Task description: Filter these records by the string "Math", copying each line that holds it.

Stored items
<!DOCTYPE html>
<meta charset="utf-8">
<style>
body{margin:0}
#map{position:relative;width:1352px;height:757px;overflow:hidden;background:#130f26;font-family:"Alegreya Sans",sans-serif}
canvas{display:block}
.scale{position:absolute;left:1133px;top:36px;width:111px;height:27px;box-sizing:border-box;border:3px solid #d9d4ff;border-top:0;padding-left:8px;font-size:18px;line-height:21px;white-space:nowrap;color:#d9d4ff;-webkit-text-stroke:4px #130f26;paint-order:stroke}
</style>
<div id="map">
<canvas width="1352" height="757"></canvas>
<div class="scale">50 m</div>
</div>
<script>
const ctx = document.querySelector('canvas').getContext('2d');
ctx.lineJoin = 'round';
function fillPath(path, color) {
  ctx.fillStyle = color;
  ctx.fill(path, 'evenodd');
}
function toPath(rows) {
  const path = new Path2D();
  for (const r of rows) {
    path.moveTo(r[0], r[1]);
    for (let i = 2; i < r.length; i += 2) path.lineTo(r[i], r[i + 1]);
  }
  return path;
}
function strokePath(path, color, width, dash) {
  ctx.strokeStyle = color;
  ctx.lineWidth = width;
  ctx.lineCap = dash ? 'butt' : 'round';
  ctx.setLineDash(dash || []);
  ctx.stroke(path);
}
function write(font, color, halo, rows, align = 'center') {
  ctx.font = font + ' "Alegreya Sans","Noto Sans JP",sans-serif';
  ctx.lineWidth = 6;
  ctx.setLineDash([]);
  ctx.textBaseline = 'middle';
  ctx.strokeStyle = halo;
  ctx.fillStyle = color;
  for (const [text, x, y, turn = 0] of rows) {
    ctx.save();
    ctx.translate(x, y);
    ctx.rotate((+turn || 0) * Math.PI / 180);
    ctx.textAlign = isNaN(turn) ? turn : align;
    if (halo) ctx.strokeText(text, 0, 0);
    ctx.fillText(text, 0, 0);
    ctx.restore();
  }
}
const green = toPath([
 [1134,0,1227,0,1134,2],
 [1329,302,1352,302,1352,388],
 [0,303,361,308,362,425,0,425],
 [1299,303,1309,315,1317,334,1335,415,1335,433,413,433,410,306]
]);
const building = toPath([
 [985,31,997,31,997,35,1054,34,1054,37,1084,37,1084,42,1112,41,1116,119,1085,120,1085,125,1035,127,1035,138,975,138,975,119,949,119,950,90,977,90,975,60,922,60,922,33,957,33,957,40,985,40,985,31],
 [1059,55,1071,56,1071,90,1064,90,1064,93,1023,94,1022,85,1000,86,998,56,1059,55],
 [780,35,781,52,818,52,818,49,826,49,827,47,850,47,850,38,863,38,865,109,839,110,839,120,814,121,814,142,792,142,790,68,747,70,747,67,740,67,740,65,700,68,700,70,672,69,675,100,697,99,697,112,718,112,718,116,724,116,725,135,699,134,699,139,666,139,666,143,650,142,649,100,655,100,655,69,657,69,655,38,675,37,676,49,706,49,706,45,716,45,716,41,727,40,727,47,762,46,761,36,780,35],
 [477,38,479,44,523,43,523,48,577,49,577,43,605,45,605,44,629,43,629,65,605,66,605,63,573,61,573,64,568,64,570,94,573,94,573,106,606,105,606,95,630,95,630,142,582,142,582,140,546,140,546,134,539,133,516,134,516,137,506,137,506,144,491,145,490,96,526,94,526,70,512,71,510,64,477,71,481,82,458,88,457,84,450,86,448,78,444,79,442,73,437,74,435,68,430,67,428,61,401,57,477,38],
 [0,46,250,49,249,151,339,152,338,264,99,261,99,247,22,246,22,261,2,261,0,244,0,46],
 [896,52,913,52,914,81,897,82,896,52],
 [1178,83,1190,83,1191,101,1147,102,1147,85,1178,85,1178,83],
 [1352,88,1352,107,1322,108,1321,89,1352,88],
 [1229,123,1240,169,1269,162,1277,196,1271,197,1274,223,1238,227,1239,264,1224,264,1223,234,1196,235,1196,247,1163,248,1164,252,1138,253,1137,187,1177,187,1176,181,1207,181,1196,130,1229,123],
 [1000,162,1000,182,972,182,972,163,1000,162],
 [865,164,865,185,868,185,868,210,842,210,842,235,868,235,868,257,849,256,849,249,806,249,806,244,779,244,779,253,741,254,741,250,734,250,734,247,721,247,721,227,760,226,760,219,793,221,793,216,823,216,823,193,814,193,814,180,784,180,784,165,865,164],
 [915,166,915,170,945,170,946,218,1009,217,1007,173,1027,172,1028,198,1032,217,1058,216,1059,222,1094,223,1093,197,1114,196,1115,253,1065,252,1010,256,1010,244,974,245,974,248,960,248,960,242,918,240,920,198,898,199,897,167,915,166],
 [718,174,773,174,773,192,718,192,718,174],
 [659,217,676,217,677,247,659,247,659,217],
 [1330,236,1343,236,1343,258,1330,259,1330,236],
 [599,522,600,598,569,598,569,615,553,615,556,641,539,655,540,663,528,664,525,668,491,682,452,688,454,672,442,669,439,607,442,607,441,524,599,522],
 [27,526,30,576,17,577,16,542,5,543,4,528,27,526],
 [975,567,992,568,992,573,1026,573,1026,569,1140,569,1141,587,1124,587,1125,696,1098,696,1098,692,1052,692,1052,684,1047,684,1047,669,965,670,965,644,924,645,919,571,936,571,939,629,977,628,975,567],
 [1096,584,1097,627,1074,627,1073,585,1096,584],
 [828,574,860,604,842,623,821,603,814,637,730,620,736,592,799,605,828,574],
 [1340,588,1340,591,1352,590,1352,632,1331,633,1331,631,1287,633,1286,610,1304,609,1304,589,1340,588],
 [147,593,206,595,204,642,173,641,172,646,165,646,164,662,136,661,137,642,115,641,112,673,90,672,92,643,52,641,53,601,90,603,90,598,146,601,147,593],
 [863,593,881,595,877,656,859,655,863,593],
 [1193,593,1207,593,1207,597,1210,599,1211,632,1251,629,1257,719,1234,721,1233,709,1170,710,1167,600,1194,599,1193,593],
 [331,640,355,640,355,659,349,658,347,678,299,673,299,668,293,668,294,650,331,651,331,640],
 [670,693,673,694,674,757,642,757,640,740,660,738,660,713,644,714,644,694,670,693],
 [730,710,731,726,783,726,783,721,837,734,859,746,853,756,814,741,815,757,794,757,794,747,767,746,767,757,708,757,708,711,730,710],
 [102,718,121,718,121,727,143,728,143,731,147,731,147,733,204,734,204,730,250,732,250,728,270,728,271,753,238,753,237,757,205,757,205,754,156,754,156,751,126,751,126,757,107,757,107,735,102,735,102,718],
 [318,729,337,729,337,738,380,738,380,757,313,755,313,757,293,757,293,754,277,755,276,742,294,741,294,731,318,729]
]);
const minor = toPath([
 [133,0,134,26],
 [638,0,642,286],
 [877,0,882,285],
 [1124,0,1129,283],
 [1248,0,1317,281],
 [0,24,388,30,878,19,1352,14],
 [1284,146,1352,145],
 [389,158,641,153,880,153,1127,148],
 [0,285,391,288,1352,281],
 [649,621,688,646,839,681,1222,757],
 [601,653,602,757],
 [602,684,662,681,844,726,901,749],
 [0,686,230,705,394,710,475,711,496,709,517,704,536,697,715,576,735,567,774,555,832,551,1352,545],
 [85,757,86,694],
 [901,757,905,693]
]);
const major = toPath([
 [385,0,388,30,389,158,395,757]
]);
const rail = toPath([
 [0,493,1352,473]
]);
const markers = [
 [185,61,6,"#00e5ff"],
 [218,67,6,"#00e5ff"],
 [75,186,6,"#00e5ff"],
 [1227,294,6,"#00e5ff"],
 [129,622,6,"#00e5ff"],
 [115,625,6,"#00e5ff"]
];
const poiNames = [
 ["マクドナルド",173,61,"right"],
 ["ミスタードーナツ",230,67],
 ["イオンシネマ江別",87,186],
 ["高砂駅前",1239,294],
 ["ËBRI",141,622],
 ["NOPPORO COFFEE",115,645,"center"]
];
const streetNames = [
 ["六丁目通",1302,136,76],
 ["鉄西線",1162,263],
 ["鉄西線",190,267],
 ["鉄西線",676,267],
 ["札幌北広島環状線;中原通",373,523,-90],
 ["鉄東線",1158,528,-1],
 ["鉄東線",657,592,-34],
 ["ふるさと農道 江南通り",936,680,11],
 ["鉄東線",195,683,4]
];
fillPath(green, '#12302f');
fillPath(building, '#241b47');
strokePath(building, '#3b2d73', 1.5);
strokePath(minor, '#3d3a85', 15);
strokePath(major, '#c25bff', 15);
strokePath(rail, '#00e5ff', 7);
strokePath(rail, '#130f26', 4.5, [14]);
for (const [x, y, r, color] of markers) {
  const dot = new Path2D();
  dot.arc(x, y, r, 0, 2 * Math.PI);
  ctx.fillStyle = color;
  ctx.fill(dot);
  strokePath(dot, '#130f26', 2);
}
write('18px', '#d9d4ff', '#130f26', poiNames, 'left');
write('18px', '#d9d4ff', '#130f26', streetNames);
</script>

Written response:
    ctx.rotate((+turn || 0) * Math.PI / 180);
  dot.arc(x, y, r, 0, 2 * Math.PI);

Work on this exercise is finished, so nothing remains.